Exercise details: Every line holding the string "halo" is to be copied from the entries below.

Task data:

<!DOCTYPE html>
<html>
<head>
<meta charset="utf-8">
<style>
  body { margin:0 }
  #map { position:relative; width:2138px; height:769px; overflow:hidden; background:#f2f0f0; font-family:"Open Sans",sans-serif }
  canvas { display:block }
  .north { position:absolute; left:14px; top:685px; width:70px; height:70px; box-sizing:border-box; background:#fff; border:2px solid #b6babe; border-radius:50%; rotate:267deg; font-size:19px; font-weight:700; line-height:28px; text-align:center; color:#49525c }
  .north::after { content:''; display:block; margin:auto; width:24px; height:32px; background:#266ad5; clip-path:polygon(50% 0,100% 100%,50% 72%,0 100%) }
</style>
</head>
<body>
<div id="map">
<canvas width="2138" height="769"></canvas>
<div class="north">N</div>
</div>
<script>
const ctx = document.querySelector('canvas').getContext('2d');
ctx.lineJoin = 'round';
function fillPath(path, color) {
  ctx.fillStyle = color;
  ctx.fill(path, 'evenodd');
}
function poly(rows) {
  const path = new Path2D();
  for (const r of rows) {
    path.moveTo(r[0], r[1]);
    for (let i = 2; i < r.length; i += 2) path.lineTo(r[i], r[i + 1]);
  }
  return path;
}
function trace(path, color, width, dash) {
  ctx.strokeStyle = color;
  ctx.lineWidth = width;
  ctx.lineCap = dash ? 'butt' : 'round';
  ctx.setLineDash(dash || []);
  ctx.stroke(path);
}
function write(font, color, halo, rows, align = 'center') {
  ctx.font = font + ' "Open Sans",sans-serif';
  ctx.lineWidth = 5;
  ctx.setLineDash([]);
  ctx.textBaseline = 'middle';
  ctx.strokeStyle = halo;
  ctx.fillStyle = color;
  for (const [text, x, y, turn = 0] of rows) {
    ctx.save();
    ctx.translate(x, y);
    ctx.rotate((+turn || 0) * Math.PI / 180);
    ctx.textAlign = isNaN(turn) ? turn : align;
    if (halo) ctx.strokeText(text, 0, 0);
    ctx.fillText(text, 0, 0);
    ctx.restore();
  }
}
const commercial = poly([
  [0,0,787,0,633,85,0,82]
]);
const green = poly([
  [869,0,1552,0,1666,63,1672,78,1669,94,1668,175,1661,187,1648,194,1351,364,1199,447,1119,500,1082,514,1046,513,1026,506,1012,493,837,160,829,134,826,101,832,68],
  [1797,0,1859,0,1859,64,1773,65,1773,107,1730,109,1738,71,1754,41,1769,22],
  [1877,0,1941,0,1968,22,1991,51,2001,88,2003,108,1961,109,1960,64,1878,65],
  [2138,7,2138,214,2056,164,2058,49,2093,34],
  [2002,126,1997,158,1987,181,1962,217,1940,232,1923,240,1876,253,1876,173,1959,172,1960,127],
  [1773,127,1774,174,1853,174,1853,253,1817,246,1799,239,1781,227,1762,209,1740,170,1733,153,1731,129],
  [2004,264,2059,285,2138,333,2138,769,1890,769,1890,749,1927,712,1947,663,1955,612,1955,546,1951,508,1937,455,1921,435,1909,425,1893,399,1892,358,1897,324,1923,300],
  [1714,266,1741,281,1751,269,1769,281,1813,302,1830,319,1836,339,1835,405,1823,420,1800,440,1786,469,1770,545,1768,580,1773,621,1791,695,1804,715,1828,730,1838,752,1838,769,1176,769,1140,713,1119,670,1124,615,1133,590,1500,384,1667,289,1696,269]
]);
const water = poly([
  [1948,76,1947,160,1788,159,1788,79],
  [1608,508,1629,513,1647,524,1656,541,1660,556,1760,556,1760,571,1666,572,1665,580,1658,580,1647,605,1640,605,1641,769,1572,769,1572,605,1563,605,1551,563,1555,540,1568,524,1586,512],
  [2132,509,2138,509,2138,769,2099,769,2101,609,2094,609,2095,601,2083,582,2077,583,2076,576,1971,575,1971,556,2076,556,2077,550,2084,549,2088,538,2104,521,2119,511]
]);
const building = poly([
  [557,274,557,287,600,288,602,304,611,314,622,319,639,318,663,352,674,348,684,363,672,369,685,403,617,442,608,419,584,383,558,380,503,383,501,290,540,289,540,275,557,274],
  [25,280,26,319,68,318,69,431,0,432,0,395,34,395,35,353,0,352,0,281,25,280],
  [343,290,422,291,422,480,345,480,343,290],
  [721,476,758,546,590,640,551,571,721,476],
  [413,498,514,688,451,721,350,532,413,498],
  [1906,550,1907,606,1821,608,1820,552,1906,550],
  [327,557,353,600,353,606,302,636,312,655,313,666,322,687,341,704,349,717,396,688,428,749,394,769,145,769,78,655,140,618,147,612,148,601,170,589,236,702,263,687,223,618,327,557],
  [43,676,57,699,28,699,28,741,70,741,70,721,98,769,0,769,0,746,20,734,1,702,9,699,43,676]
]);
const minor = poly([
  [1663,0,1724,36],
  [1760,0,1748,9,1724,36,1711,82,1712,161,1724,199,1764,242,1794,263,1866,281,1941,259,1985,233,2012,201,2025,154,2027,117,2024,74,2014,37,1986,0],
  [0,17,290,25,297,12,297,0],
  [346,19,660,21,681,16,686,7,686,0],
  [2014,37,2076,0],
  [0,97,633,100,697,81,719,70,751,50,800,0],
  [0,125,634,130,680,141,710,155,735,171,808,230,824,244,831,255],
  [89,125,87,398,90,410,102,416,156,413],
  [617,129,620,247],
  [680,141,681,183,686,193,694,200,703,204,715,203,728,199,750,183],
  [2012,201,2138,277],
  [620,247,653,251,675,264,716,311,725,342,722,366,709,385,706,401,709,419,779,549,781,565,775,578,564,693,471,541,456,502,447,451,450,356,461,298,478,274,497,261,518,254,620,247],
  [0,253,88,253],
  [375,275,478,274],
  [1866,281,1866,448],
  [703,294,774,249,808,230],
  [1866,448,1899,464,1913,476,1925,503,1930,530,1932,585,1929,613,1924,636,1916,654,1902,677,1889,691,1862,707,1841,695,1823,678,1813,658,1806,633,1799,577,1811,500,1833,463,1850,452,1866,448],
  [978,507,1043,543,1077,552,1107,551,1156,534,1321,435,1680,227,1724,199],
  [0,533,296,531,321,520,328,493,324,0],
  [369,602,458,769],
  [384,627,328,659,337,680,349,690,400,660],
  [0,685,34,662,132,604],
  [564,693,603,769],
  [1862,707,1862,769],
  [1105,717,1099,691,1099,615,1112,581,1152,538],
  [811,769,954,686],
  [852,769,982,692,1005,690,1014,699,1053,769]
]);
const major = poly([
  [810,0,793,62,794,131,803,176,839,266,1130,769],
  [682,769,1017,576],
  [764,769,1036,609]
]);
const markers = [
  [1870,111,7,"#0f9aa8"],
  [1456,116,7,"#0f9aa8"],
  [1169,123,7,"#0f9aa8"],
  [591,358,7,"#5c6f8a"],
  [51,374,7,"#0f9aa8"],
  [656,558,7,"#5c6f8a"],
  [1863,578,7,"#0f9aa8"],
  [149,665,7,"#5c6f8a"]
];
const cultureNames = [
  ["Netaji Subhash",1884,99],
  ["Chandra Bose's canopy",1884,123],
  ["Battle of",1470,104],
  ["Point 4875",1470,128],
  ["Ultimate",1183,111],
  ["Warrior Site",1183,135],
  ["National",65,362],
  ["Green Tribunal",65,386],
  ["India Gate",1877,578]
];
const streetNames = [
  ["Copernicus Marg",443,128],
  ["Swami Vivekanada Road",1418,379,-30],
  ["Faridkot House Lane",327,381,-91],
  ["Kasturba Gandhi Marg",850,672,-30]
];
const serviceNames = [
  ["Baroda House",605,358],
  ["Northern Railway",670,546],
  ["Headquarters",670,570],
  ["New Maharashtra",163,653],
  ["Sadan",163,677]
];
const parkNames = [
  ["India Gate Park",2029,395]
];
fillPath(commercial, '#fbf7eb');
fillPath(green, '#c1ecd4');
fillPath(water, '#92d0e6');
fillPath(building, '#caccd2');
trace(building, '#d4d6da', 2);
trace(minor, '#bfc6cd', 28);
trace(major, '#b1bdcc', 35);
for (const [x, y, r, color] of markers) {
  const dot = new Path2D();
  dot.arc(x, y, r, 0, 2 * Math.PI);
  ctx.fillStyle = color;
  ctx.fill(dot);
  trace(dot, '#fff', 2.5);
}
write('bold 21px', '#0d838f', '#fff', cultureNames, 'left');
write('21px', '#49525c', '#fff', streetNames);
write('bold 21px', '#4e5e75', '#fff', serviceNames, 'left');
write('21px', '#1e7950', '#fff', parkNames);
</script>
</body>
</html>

Result below:
function write(font, color, halo, rows, align = 'center') {
  ctx.strokeStyle = halo;
    if (halo) ctx.strokeText(text, 0, 0);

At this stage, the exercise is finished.